After the Japanese occupation, your uncle who owned a pharmacy took all the orphaned siblings to Cebu. In Cebu, right after the liberation, Teresita recalls what you did for a livelihood: “He had sold Frances bread. Early in the morning, he put two containers held by a pole carried through his shoulders.”
Your adoptive uncle died after three years, so the siblings were again struggling on their own. “My sister was a good tailor,” Teresita narrates how they survived, “so we built a shop.”
You were also employed as a tender of the milling machine at M.O. Ponce Machine Shop in 1946. You then moved closer to your real passion: a student of Guillermo Tolentino, sculptor Fidel Araneta, who opened a workshop in Cebu, took you as an assistant.
You returned to Tagbilaran City and worked as a storekeeper in the supplies section of the Department of Public Works and Highways under engineer Tagorda. You stayed with Tagorda because the engineer’s wife was your relative in the Veloso side. Though your job was not related to sculpture, it gave you the basics of construction which you later applied in your reinforced concrete sculptures.
About your work ethic: you toiled whether you have money. “He continually draws (for his sculptural designs),” Amihan, your daughter, observes, celebrating the many opuses of her father. You do not just work when you have the money. You had sculpted more than your money’s worth.

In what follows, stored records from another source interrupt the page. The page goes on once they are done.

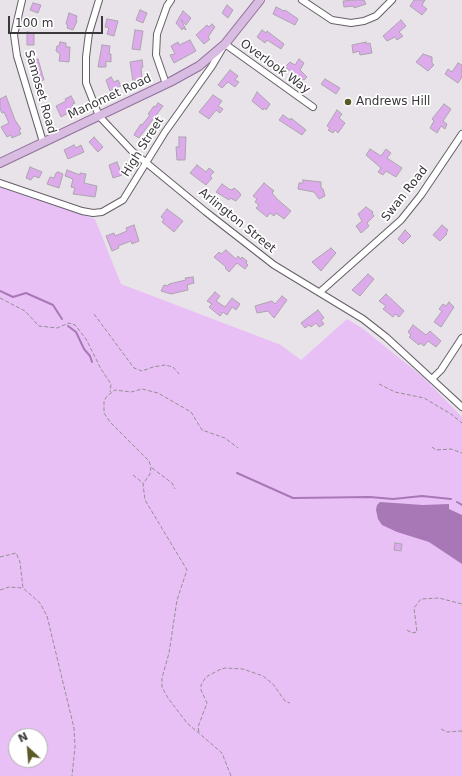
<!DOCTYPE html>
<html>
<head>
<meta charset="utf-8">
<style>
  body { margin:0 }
  #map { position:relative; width:462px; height:776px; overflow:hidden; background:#e8e2e9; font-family:"DejaVu Sans",sans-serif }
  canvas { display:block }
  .north { position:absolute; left:8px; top:728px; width:40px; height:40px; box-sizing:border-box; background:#fff; border:1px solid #b0afb1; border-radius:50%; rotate:334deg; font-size:11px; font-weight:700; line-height:16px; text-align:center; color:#3a383b }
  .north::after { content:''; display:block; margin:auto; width:14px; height:18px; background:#5b5a27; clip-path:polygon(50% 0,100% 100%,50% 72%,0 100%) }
  .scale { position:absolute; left:8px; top:16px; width:95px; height:18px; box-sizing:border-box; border:2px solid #3a383b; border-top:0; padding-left:5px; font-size:12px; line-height:14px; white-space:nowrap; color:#3a383b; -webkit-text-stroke:3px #fff; paint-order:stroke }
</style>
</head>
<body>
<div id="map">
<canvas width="462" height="776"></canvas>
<div class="north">N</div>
<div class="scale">100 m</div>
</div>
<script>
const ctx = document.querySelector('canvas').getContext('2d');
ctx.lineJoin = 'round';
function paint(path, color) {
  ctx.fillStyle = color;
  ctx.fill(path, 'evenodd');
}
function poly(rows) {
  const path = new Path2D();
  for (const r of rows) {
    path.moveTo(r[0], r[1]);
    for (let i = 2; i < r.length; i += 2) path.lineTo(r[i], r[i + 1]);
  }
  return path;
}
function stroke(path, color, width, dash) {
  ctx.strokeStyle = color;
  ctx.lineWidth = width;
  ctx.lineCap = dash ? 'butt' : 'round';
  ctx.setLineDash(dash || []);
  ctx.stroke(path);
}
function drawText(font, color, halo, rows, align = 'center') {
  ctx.font = font + ' "DejaVu Sans",sans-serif';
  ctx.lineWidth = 3.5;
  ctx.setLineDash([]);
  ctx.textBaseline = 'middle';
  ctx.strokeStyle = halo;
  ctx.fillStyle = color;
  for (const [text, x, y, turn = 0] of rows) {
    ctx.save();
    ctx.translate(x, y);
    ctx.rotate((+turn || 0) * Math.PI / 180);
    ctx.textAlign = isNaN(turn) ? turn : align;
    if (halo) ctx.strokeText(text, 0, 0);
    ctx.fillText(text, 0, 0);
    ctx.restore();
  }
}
const green = poly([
  [0,187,95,219,121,284,281,345,301,360,347,319,362,328,423,377,462,417,462,776,0,776],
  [16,736,40,736,40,760,16,760]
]);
const water = poly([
  [380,502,423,505,449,504,449,509,462,515,462,564,429,542,397,532,382,525,378,519,376,510,377,505]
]);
const stream = poly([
  [0,291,13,297,26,293,53,305,62,319],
  [68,326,76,332,84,349,90,356,92,362],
  [237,473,293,498,370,497,393,499,422,496,451,499],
  [457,502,462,505]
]);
const building = poly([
  [353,0,364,0,366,4,354,8,354,6,344,7,343,1,353,0],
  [414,0,425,0,422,5,427,9,422,15,410,6,414,0],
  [33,3,41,5,38,13,30,10,33,3],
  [227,5,233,10,228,18,222,13,227,5],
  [276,7,284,11,285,10,298,19,295,25,273,14,276,7],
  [140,10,147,13,143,23,136,20,140,10],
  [183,11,191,18,186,25,181,19,186,30,183,28,182,30,176,23,183,11],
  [69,13,77,16,76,21,77,21,73,30,67,28,68,25,66,24,69,13],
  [107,19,118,21,114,36,107,34,109,28,105,27,107,19],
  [401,20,406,26,399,32,403,36,397,40,395,37,387,41,383,36,401,20],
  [212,24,215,27,208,37,210,39,204,44,196,35,207,25,209,27,212,24],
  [135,30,143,31,140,50,132,49,135,30],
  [262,30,266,33,267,31,284,44,281,49,267,40,265,43,257,37,262,30],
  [27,32,34,33,34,45,27,45,27,32],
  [190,40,196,51,174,63,170,55,175,54,171,46,178,42,179,45,190,40],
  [60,42,66,43,66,47,70,47,69,62,59,61,60,54,56,51,57,46,59,46,60,42],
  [366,42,366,44,370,43,372,53,360,55,359,51,353,53,352,45,366,42],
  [102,45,110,46,109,54,111,54,111,62,106,61,106,67,98,67,102,45],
  [423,54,432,57,432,63,434,65,428,71,416,62,423,54],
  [38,59,44,80,39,81,36,81,29,62,38,59],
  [299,59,304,63,300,70,307,77,304,80,298,77,298,78,285,67,290,62,295,65,299,59],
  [142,60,143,67,141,68,142,79,133,81,130,62,142,60],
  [458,63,462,65,462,77,458,83,445,74,448,69,452,72,458,63],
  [230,70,238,76,235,80,239,82,235,87,228,82,222,88,218,85,230,70],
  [111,77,114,82,118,80,121,86,110,91,106,80,111,77],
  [325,79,340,88,336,94,321,84,325,79],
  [257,92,270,104,266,110,264,108,263,110,252,101,257,92],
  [213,95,222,101,218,106,223,109,220,113,216,110,209,119,199,112,213,95],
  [6,96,15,120,21,129,19,130,21,134,12,138,11,135,7,137,1,127,9,123,4,112,2,113,0,109,0,99,6,96],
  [71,96,75,103,72,104,75,109,61,117,56,106,66,101,65,99,71,96],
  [158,103,163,106,139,138,134,135,135,133,141,124,142,125,150,115,148,114,154,106,155,107,158,103],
  [444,104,451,109,443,121,447,124,445,129,441,126,437,133,430,128,434,121,432,119,444,104],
  [337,110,342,114,339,118,345,123,338,133,335,130,333,133,328,130,330,128,327,126,337,110],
  [283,115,290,120,291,118,306,130,302,135,279,120,283,115],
  [94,137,103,147,98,152,89,142,94,137],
  [179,137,186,137,185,160,177,160,176,147,179,147,179,137],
  [74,145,76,148,81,145,84,152,68,159,64,150,74,145],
  [370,149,381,156,386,149,391,153,387,158,402,168,396,177,386,171,383,175,378,172,381,168,366,155,370,149],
  [117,162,122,175,113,178,109,165,117,162],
  [197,165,206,172,209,168,214,172,210,176,212,178,206,185,190,173,197,165],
  [30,167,42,172,39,178,34,176,31,180,26,178,30,167],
  [67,170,80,175,80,173,86,174,84,183,97,186,95,197,73,194,75,188,71,187,73,179,65,176,67,170],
  [58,172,63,174,59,188,47,184,50,177,54,178,56,173,58,172],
  [303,180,321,182,321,188,323,189,325,196,319,199,314,192,298,189,299,183,303,183,303,180],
  [264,183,274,191,272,193,277,199,291,211,284,219,276,213,274,216,270,213,267,217,256,208,259,205,255,202,257,199,253,196,264,183],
  [222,184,229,189,232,190,234,188,239,192,241,195,236,201,230,198,229,200,216,192,222,184],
  [366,207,373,212,372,213,374,216,367,223,369,226,361,233,356,226,362,221,358,214,366,207],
  [167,209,183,221,174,232,162,222,164,219,161,217,167,209],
  [134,225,139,241,132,244,131,241,118,246,119,248,112,251,106,236,114,233,115,236,127,231,126,228,134,225],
  [442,225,448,230,446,233,447,234,440,241,433,235,442,225],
  [405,230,411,236,403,244,398,239,405,230],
  [331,248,336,253,321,271,312,262,331,248],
  [226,250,236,259,238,256,241,259,242,257,247,261,246,263,248,265,245,269,237,263,229,272,225,268,226,267,214,257,219,252,221,254,226,250],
  [368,274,374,279,360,296,352,290,368,274],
  [193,277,194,283,187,285,188,290,171,294,161,291,164,285,168,286,169,284,186,280,185,278,193,277],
  [215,292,220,296,216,301,225,307,232,298,240,304,236,310,232,307,227,315,223,312,220,316,209,307,212,304,207,301,215,292],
  [386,294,404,311,399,317,395,314,393,317,383,309,386,306,379,301,386,294],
  [282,296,287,300,274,318,268,311,257,313,255,306,272,301,275,304,282,296],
  [449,302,454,307,441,327,434,322,442,311,439,309,443,304,446,306,449,302],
  [318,310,324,318,321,320,324,324,319,327,316,323,311,327,309,325,305,328,301,323,318,310],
  [413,325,426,335,430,331,441,341,436,347,428,341,424,346,420,343,419,345,409,337,411,335,408,332,413,325],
  [395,543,402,544,401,551,394,550,395,543]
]);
const path = poly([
  [0,298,25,311,39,326,57,328,69,323,75,325,86,339,101,369,111,384,110,392],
  [94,314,134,368,142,371,153,367,165,365,173,367,179,374],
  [379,384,395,392,424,398,451,414,462,423],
  [432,447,436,450,451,449,462,453],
  [152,468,172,483,175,489],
  [133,475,143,483],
  [0,557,16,553,20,562,23,588,40,603,47,616,74,728,75,747,72,776],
  [0,590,9,587,23,588],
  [407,630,412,633,417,632,414,608,421,599,439,598,462,604],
  [441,729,447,732,462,731],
  [199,732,198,727,207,703,201,690,201,685,206,677,219,670,225,668,243,669,263,676,273,684,285,701,290,703],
  [231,776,222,753,187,723,168,698,162,687,162,678,169,653,177,600,187,570,145,500,143,484,150,474,151,467,149,461,110,422,104,413,104,401,107,396,115,390,131,392,142,389,158,393,191,412,202,430,225,438,238,448]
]);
const minor = poly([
  [22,0,14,35,17,56,43,142],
  [99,0,89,33,86,57,86,83,99,116,132,151,206,212,274,265,363,319,386,337,462,407],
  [302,0,332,20,351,23,364,21,376,16,392,0],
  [166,84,156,55,157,34,167,6,171,0],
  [0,183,82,211,93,213,102,212,123,200,165,132,212,66,225,44,313,107],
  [320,292,401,220,421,195,462,134],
  [432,379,441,370,462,338]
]);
const major = poly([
  [0,163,170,82,199,66,225,44,260,0]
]);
const markers = [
  [348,102,4,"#5b5a27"]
];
const streetNames = [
  ["Overlook Way",275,67,36],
  ["Samoset Road",40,92,74],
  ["Manomet Road",110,97,-25],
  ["High Street",143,147,-58],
  ["Swan Road",405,194,-52],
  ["Arlington Street",237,221,39]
];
const poiNames = [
  ["Andrews Hill",356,102]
];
paint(green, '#e9c0f6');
paint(water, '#a777b6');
stroke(stream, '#a777b6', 2);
paint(building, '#ddaaec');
stroke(building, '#aba6ad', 1);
stroke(minor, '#656067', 8);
stroke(major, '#90719a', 10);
stroke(path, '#938f94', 1, [4, 2]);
stroke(minor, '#fff', 6);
stroke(major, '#d9bce1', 8);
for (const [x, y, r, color] of markers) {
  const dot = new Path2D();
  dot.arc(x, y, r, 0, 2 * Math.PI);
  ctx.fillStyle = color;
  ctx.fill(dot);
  stroke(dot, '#fff', 1.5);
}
drawText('12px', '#3a383b', '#fff', streetNames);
drawText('12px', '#3a383b', '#fff', poiNames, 'left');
</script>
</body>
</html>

You had shared your art flair and leadership as a UP Fine Arts professor and dean of the college from 1978 to 1989. You taught a graduate class in UP and a course of advanced materials in sculpture at the College of St. Benilde until you suddenly had a slurred speech, numb face, arm and leg on one side of your body and began to weaken since 2008. Some of the country’s established artists had quaffed from your wisdom.
As a professor, you described through your book the habits, dynamics, mindset, and processes of a winning artist, just like in any profession:
I always tell them that a struggling artist is like a long-distance runner. All the principles of running come into play when he’s out there running by himself. The important thing is the performance—how far and how fast he has finished the race. In life, we are all long-distance runners. It is not how much theory we know. It is how we have performed at the end.
A few more years, your encounter with the Ultimate Artist, after you fought with a dysfunctional kidney, would only be a fulfilling finish after you had trekked a lot with love, awe, and wonder.
In your own words written: “Love…is so strong. It can split the hardest stone.” Many have melted with your illustrious wonder.
You are Napoleon Veloso Abueva—cast from the foundry and now a monument to be proud of and celebrate.
I would like to learn how to live as an artist. I come to the Handurawan and your studio at the Tierra Vierde Subdivision because there your artworks and loved ones can share your legacies. They are legacies I embrace as long as I breathe. Quaffing from your wisdom and grit makes me grow in grace.
I can, you know. I can see that life is grace in a foundry. I live it. I also offer my flesh, my bone, marrow and—if I must—go through the melting degrees Fahrenheit as you did. In the mould, I am no victim: I am a celebrant, the subject, an heir of a promise like Abraham, Isaac and Jacob. Where I did not want to be—with parents who had been perennially rumbling volcanoes that had scared the children, stripped of a teenager’s life, lived with a father who drank as a gut-punched boxer gasps for breath, and thrown out and vilified by my former boss for not belonging to the gang of Gold and Blue, to name some – I should count and accept these as the only requirement to reach the liquefying point. In the heat I am not the villain in hell. A few more hours and the Artist removes the cast after the element solidifies. And I ask the Greatest Artist: “Please remove now the mould that has long made me feel boxed and shackled and losing virility.”
He did. And eureka! I am ready to stand. Before I know it, I celebrate like you—making real art, knowing immortality.